The principle is that if you have n random variables, Y1, Y2,…,Yn each with mean (expected value) u; and each with some variance s^2, then

U = sqrt(n)*((Y - u)/s^2), where Y is the average of the realised value of these n random variables

will converge to the standard normal distribution as n approaches infinity. The standard normal distribution is with mean 0 and variance 1, usually denoted Z. Note that the CLT can be applied to any random sample Y1, Y2,…,Yn so long as n is large (say >30) and as long as the mean and variance of Y are known and finite.

There are two other important ways to think about the CLT.

1. Y is approximately normally distributed with mean u and variance s^2/n. This makes sense because as n gets lager and larger, the variance will get smaller and smaller making Y, a better and better estimate of u.

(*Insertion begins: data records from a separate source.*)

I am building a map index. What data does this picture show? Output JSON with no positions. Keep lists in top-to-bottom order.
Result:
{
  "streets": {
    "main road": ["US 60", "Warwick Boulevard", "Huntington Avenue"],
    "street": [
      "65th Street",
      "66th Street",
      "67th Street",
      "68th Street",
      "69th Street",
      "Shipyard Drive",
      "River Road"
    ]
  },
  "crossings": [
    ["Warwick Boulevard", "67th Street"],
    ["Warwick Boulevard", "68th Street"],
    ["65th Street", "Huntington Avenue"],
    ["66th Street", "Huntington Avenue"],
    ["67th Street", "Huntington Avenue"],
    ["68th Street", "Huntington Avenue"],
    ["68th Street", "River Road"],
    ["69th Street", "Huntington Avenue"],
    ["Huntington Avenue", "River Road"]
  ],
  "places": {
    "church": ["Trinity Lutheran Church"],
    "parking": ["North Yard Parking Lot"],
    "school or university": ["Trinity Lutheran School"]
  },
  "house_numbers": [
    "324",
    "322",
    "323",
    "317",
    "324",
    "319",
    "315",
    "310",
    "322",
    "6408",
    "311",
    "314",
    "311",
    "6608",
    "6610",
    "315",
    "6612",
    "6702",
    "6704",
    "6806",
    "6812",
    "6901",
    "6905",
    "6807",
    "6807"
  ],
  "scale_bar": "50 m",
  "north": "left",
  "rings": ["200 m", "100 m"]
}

That is, Y ~` N(u , s^2/n ).

2. Alternatively, Y1+ Y+,…,+Yn are approximately normally distributed with mean nu and variance ns^2. That is Y1+ Y+,…,+Yn ~` N(nu , ns^2).

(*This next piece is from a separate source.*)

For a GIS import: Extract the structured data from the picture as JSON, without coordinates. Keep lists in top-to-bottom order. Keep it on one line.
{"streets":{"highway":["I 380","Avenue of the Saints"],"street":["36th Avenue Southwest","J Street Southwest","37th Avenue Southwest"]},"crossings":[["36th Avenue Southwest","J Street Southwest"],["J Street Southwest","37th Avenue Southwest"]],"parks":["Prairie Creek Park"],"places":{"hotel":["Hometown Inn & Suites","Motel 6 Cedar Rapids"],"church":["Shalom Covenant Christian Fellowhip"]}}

An Example. Suppose the test scores of all high school students in a certain state have mean 60 and variance 64. A random sample of 100 students from a large high school had mean 58. Is there any evidence to suggest that the high school is inferior?

Let Y denote the mean of the random sample of n=100 scores from a population with mean u = 60 and variance s^2 = 64. We want to find the probability that this sample mean is less than or equal to 58. If this probability is small, then there is reason to suggest that the school is inferior. We know from the CLT that Y is approximately normally distributed with mean u and variance s^2/n from (1).

So, we want: P(Y less than 58) = P({Y - u}/sqrt(s^2/n) less than {58 - u}/sqrt(s^2/n)), this has standardised Y

This expression is now in the context of the CLT and so we can replace the left hand side by Z, where Z has the standard normal distribution. Ie Z ~ N(0,1).

So, = P(Z less than {58 – 60}/sqrt(64/100))
= P(Z less than -2.5)

Since Z is a continuous random variable, then we can ignore the ‘=’ sign and just consider values of Z less than –2.5. At this point we consult our standard normal distribution tables and look up a value of –2.5, to find that the probability of Z being less than –2.5 is just 0.0062.

That is, we can say that the probability that this school obtained an average score of 58 given that it has the same abilities as the rest of the state is approximately 0.0062, or 0.62%. Hence, there is reason to suggest that the school is inferior.